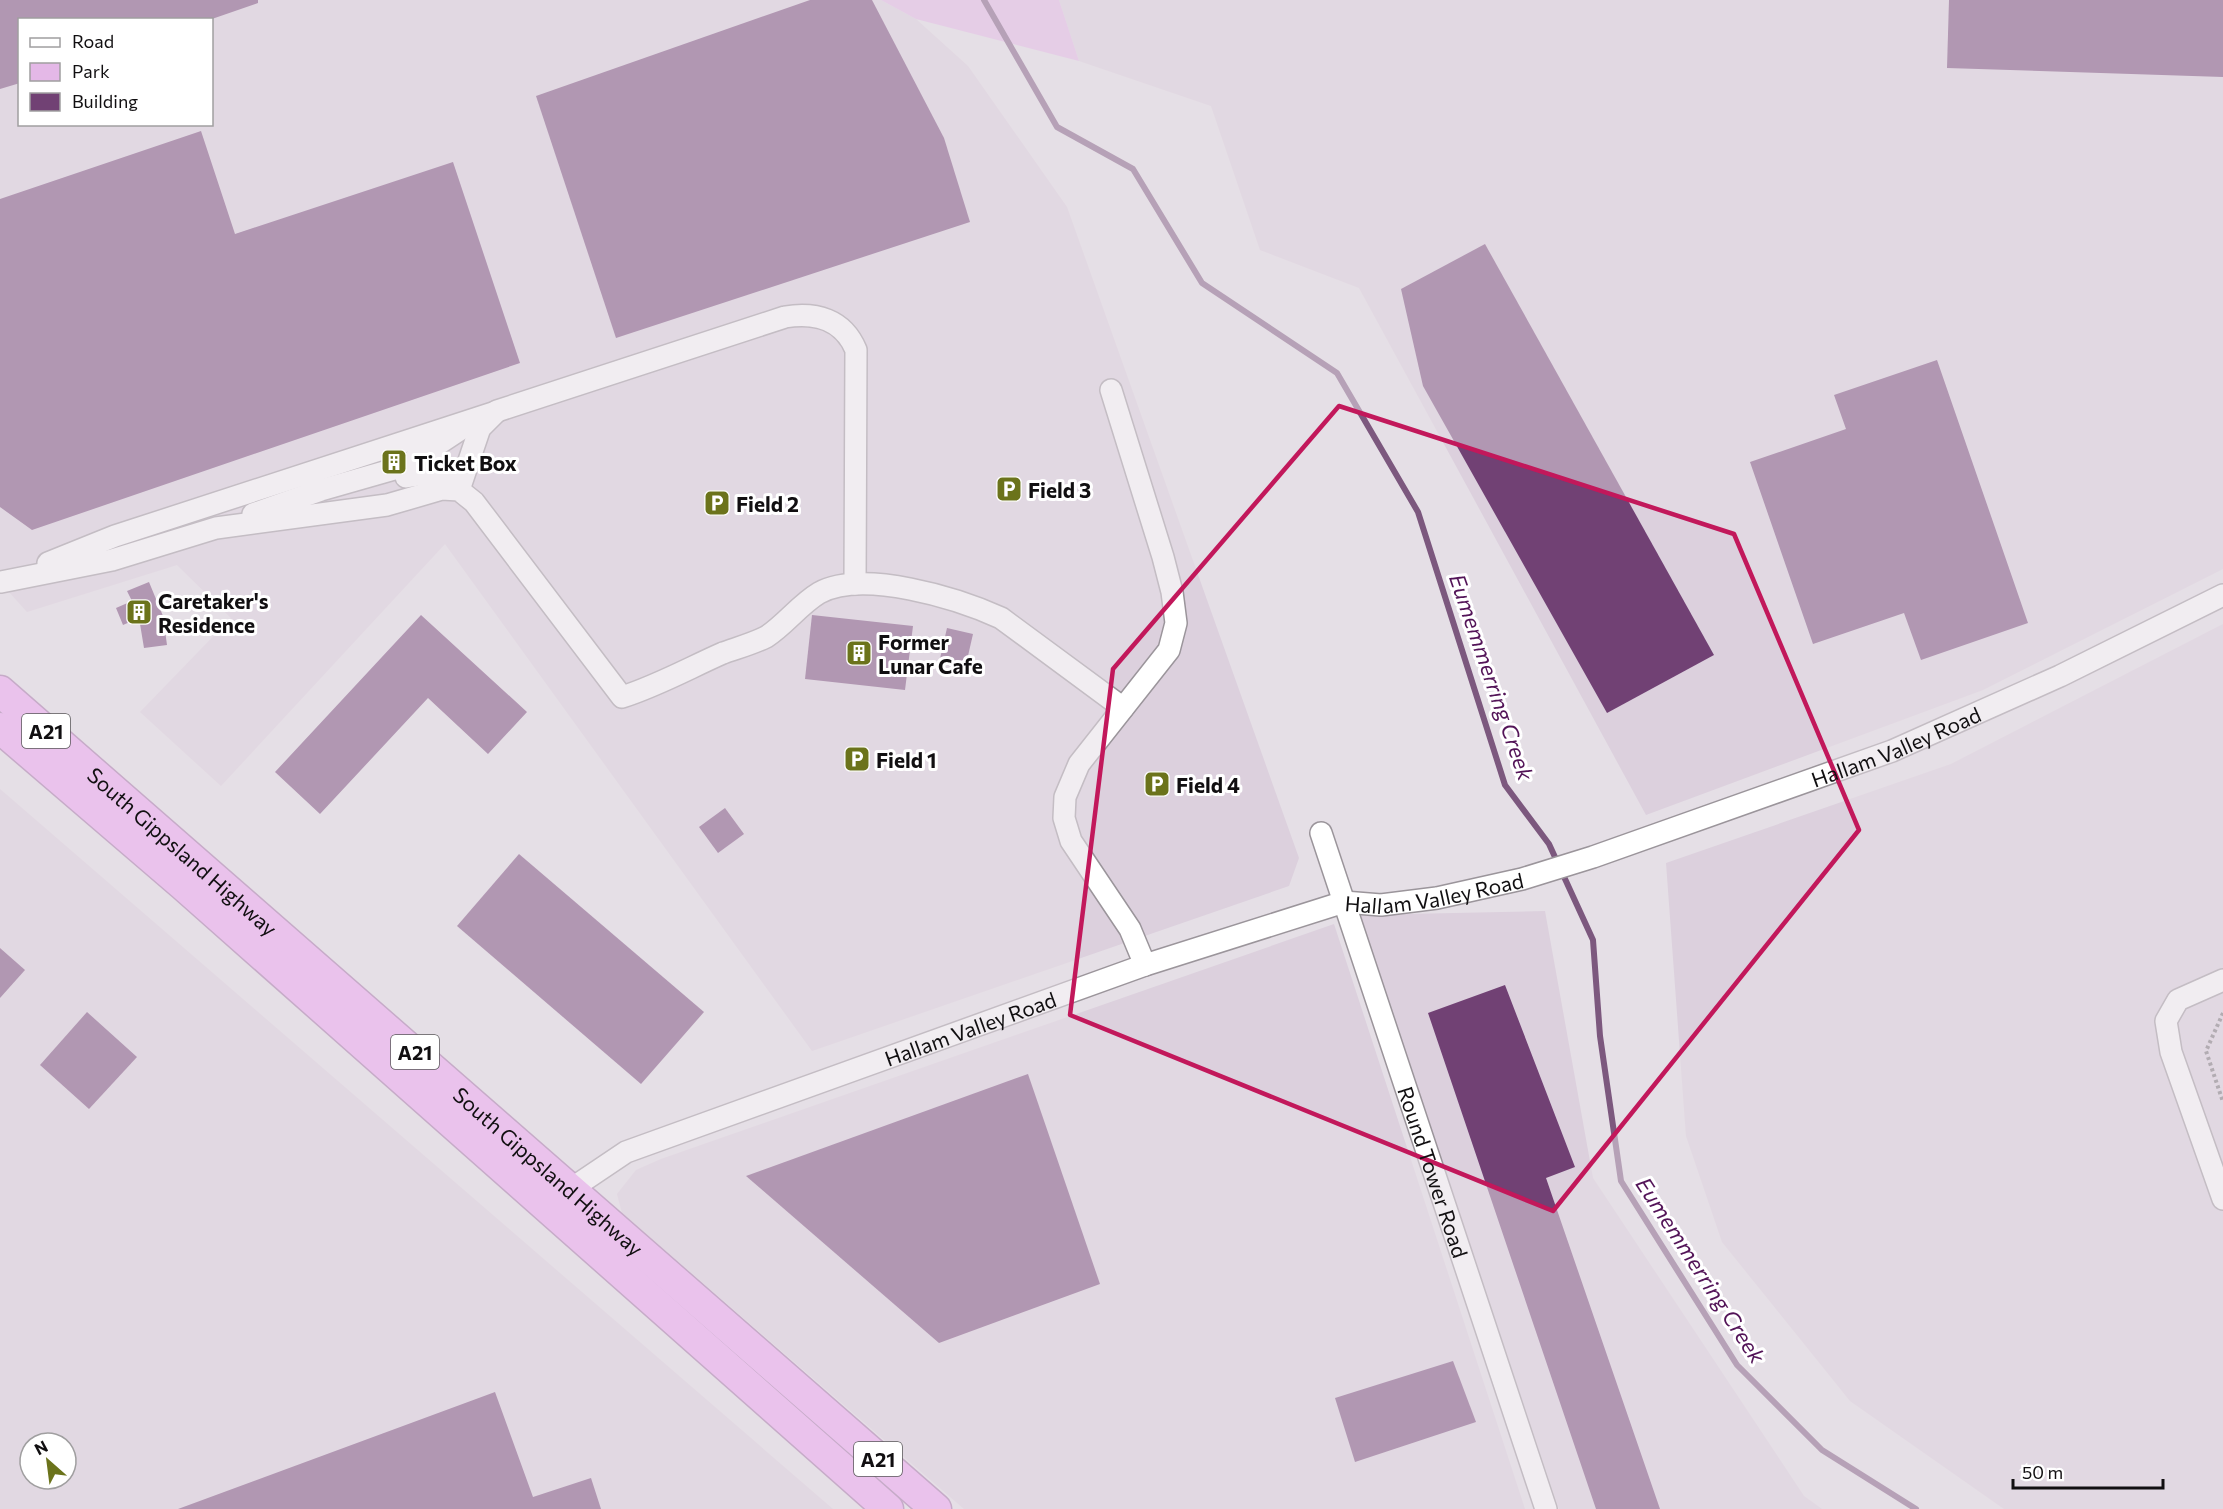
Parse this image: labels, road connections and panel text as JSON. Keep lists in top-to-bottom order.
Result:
{
  "streets": {
    "highway": ["A21", "South Gippsland Highway"],
    "street": ["Hallam Valley Road", "Round Tower Road"]
  },
  "crossings": [
    ["Hallam Valley Road", "South Gippsland Highway"],
    ["Hallam Valley Road", "Round Tower Road"]
  ],
  "water": ["Eumemmerring Creek"],
  "places": {
    "building": ["Ticket Box", "Caretaker's Residence", "Former Lunar Cafe"],
    "parking": [
      "Field 3",
      "Field 2",
      "Field 1",
      "Field 4"
    ]
  },
  "legend": ["Road", "Park", "Building"],
  "scale_bar": "50 m",
  "north": "top left"
}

※ ※ ※

**Assignment**
Make an exact reproduction of the listing above, without any pictures.

**Completed task**
Parse this image: labels, road connections and panel text as JSON. Keep lists in top-to-bottom order.
Result:
{
  "streets": {
    "highway": ["A21", "South Gippsland Highway"],
    "street": ["Hallam Valley Road", "Round Tower Road"]
  },
  "crossings": [
    ["Hallam Valley Road", "South Gippsland Highway"],
    ["Hallam Valley Road", "Round Tower Road"]
  ],
  "water": ["Eumemmerring Creek"],
  "places": {
    "building": ["Ticket Box", "Caretaker's Residence", "Former Lunar Cafe"],
    "parking": [
      "Field 3",
      "Field 2",
      "Field 1",
      "Field 4"
    ]
  },
  "legend": ["Road", "Park", "Building"],
  "scale_bar": "50 m",
  "north": "top left"
}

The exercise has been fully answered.